Karel De Gucht et ses démêlés avec le fisc, Annemie Turtelboom aux prises avec Dame Justice, De Croo junior en ballottage à la tête d’un Open VLD en très petite forme dans les sondages. Les libéraux flamands poursuivent leur mortelle randonnée.

Il ne manquait plus que ça. La cerise sur un gâteau déjà plus très appétissant. Karel De Gucht, commissaire européen, est aux prises avec un dossier de fraude fiscale (1,2 million d’euros) que lui colle aux basques l’Inspection spéciale des impôts (ISI).

Comme on dit dans ce cas-là, cela fait mauvais genre. Même si l’intéressé crie au  » harcèlement politique « . Même si la Commission européenne ne fronce aucun sourcil devant cette  » question privée « . Même si l’Open VLD n’a pas attendu les ennuis fiscaux d’une de ses figures de proue pour toucher le fond.

Cela fait une paye que les libéraux flamands n’ont plus eu droit à une véritable bonne nouvelle.

La santé et le moral au plancher. Rien ne va plus au jeu de la roulette électorale. La mécanique libérale flamande patine depuis le catastrophique scrutin régional de 2004 qui a ramené l’Open VLD au niveau qu’il atteignait quinze ans plus tôt. Elections 2007, 2009, 2010 : la descente aux enfers s’est poursuivie (voir l’infographie). Les derniers sondages accordent à l’Open VLD le bénéfice d’un léger frémissement.
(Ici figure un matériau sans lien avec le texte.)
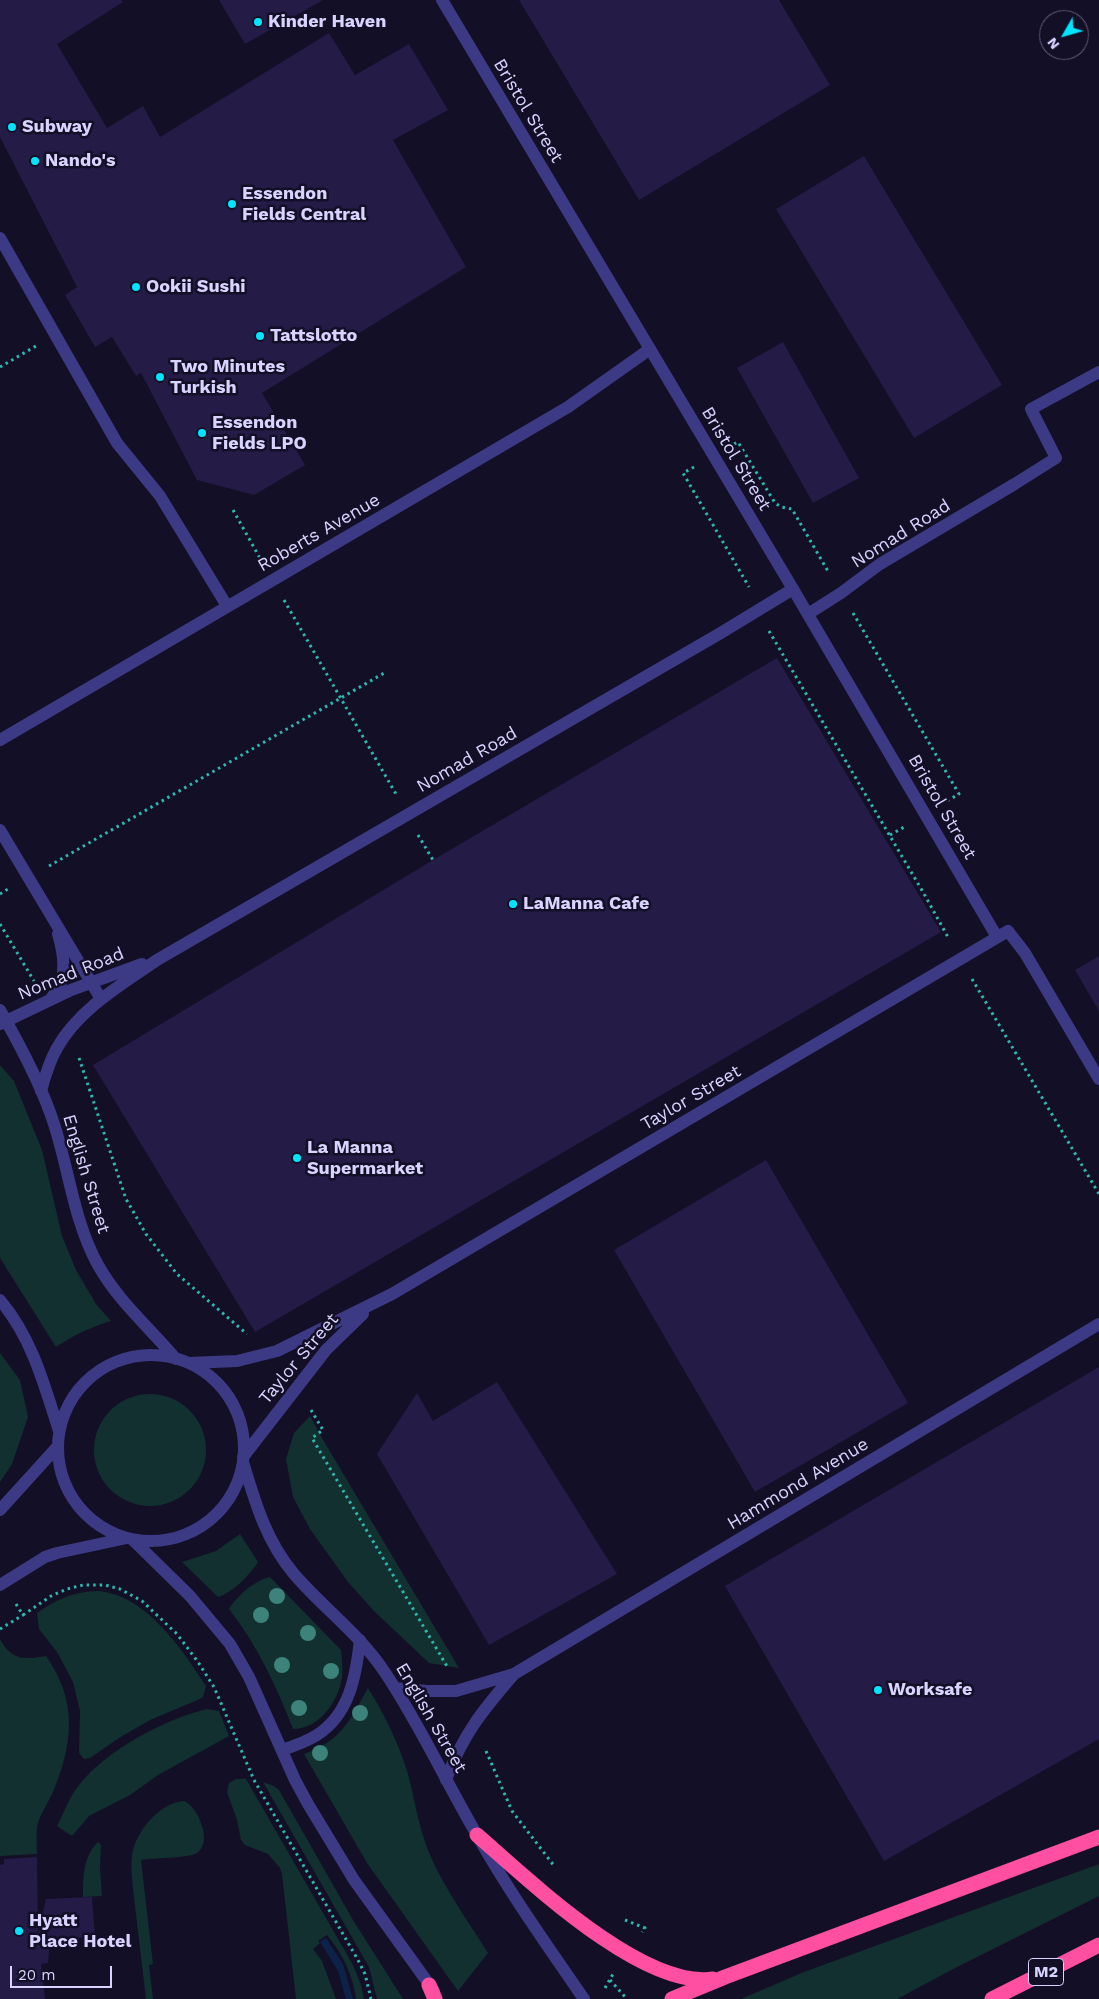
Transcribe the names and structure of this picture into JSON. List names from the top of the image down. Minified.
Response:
{"streets":{"highway":["M2"],"street":["Bristol Street","Roberts Avenue","Nomad Road","Taylor Street","English Street","Hammond Avenue"]},"crossings":[["Bristol Street","Roberts Avenue"],["Bristol Street","Nomad Road"],["Bristol Street","Taylor Street"],["Nomad Road","English Street"],["Taylor Street","English Street"],["English Street","Hammond Avenue"]],"places":["Kinder Haven","Subway","Nando's","Essendon Fields Central","Ookii Sushi","Tattslotto","Two Minutes Turkish","Essendon Fields LPO","LaManna Cafe","La Manna Supermarket","Worksafe","Hyatt Place Hotel"],"scale_bar":"20 m","north":"bottom left"}
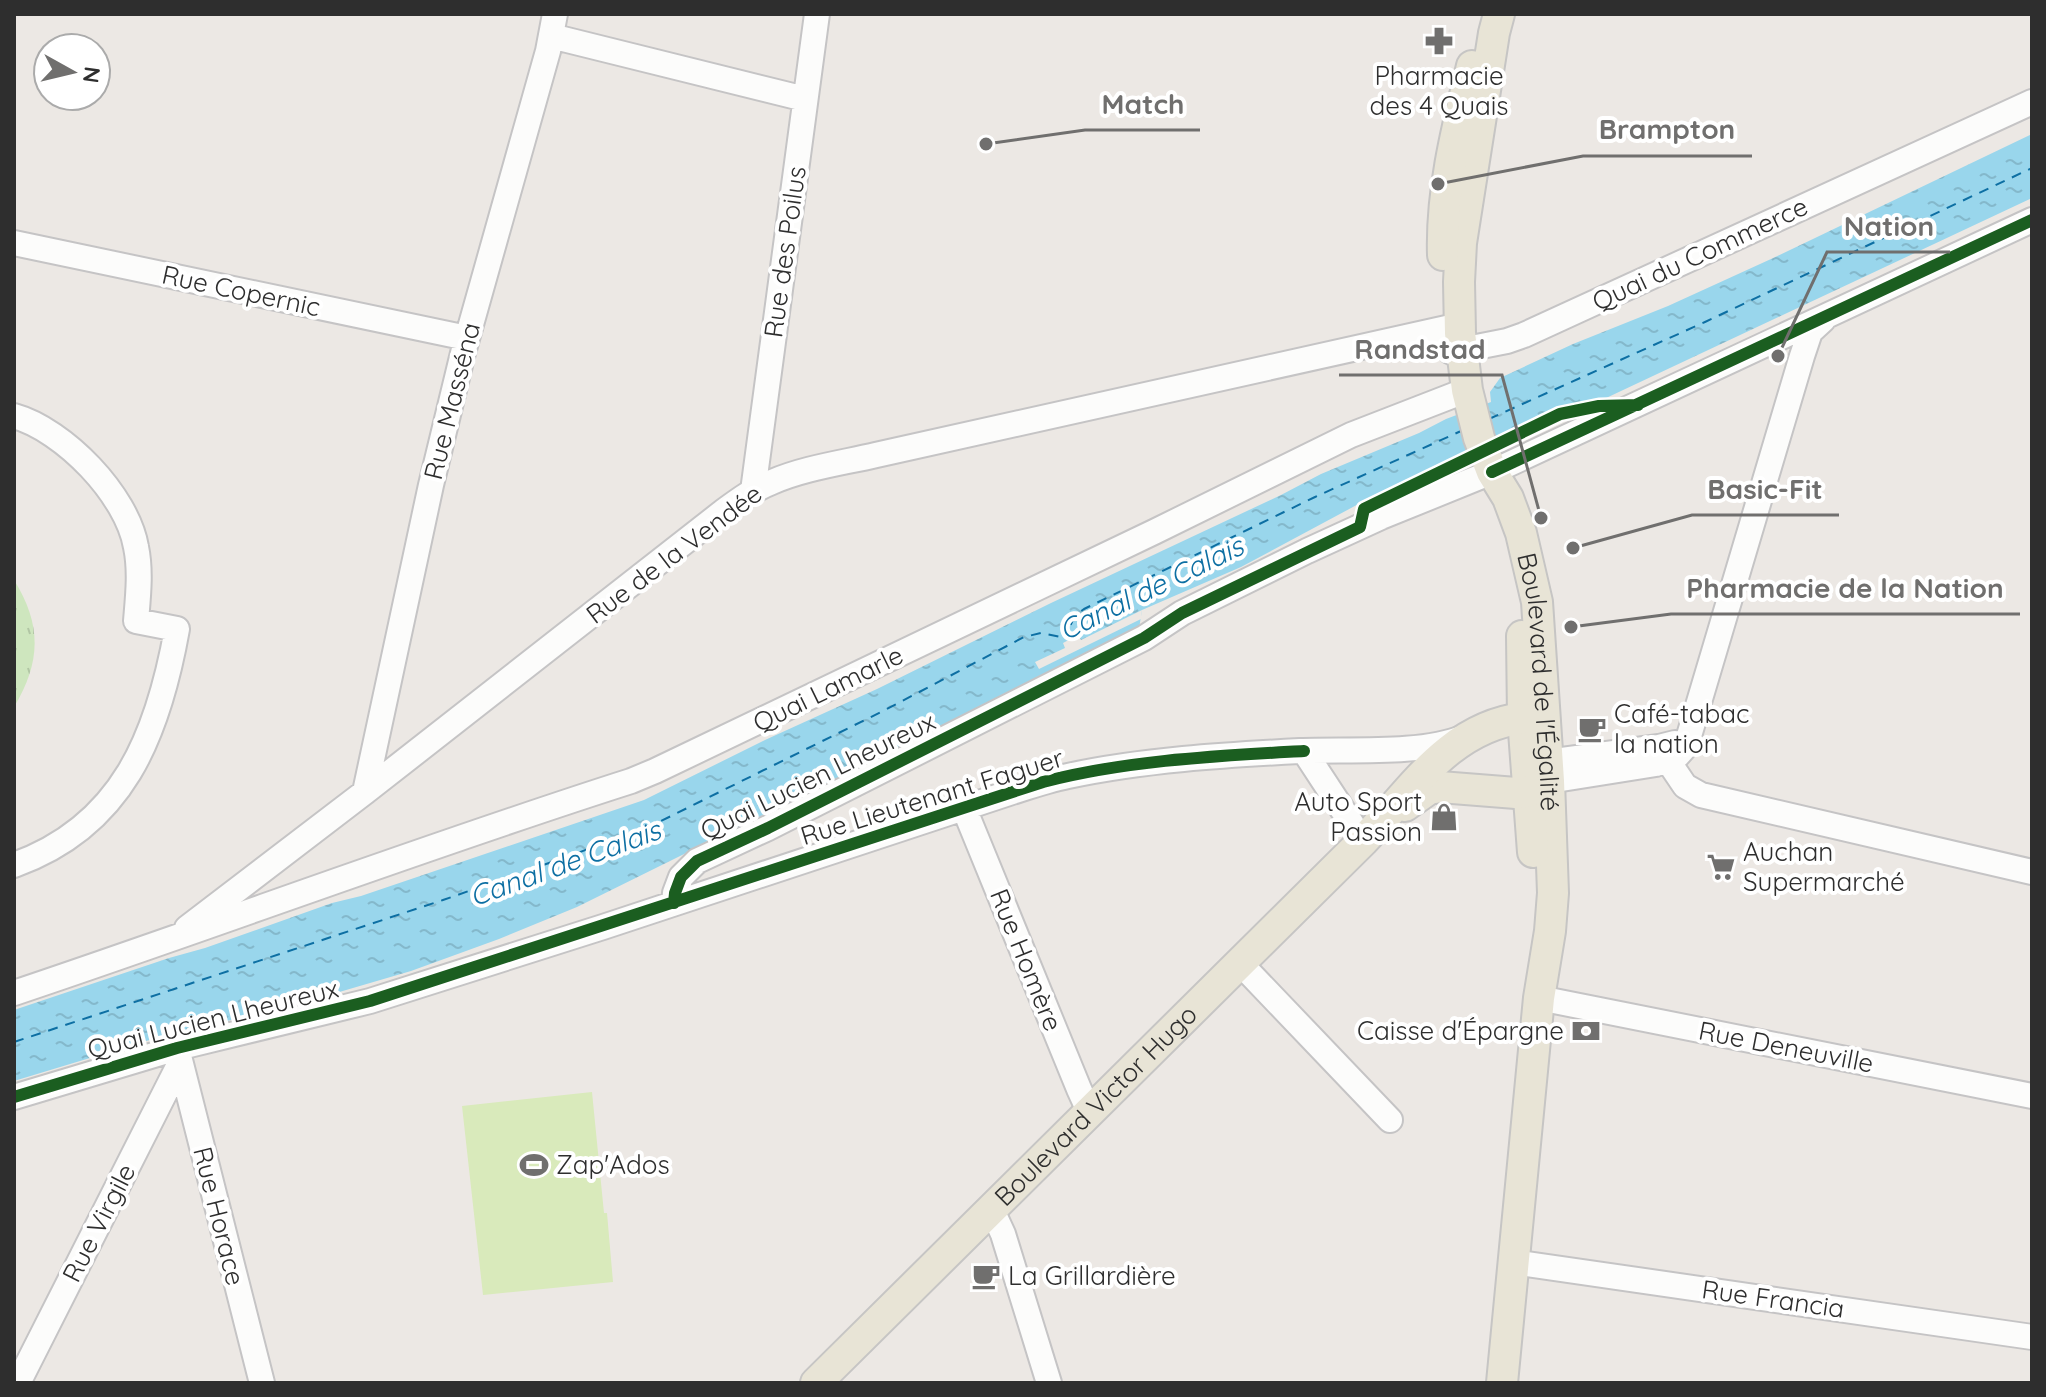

Mais trop maigre pour revenir à la hauteur de ce qui était son plus… mauvais score, enregistré en juin 2010.

Voilà qui relègue les libéraux flamands à la quatrième place dans le paysage politique flamand, au coude-à-coude avec un Vlaams Belang lui aussi en chute libre. Pointé autour des 10 %, l’Open VLD n’est plus que l’ombre de ce qu’il a été : un parti qui captait encore 24,4 % des voix en 2003.

Il faut avoir l’optimise à tous crins d’un vieux briscard qui en a vu d’autres, comme Herman De Croo, pour croire qu’il ne s’agit là que d’une mauvaise passe. Et qu’après la pluie viendra fatalement le beau temps (voir son interview).

Le buzz loupé d’Alexander De Croo. A peine élu président, De Croo junior faisait sensation. Au printemps 2010, il fait faire la grande culbute au gouvernement Leterme II. Electoralement, l’Open VLD n’a rien gagné aux 500 jours de chaos politique. Si ce n’est la réputation d’un parti imprévisible, aux mains d’une génération de têtes brûlées dont il faut toujours se méfier.

Trois ministres bien exposés. L’Open VLD a décroché trois postes ministériels bien en vue dans le gouvernement fédéral Di Rupo Ier. Vincent Van Quickenborne en  » numero uno  » avec les Pensions, Annemie Turtelboom à la Justice, Maggie De Block à l’Asile et à la Migration.

 » Il s’agit de départements a priori porteurs électoralement, notamment sur le terrain sécuritaire qu’apprécient les libéraux. Les ministres Open VLD sont d’ailleurs assez populaires « , décode Dave Sinardet, politologue à l’université d’Anvers et à la VUB. Mais, car il y a un grand mais :  » L’Open VLD ne réussit pas à vendre vers l’extérieur ce qu’il obtient au gouvernement. A force de toujours donner l’impression de ne pas avoir ce qu’il veut, à force de réclamer toujours plus, il passe pour un parti qui n’obtient jamais rien. Ce n’est pas très intelligent. « 

Un présidentfragilisé. Alexander De Croo tarderait à entrer dans son personnage et à imprimer une ligne claire au parti. Les sombres prévisions alimentent la contestation interne, et des langues se délient chez les poids lourds du parti.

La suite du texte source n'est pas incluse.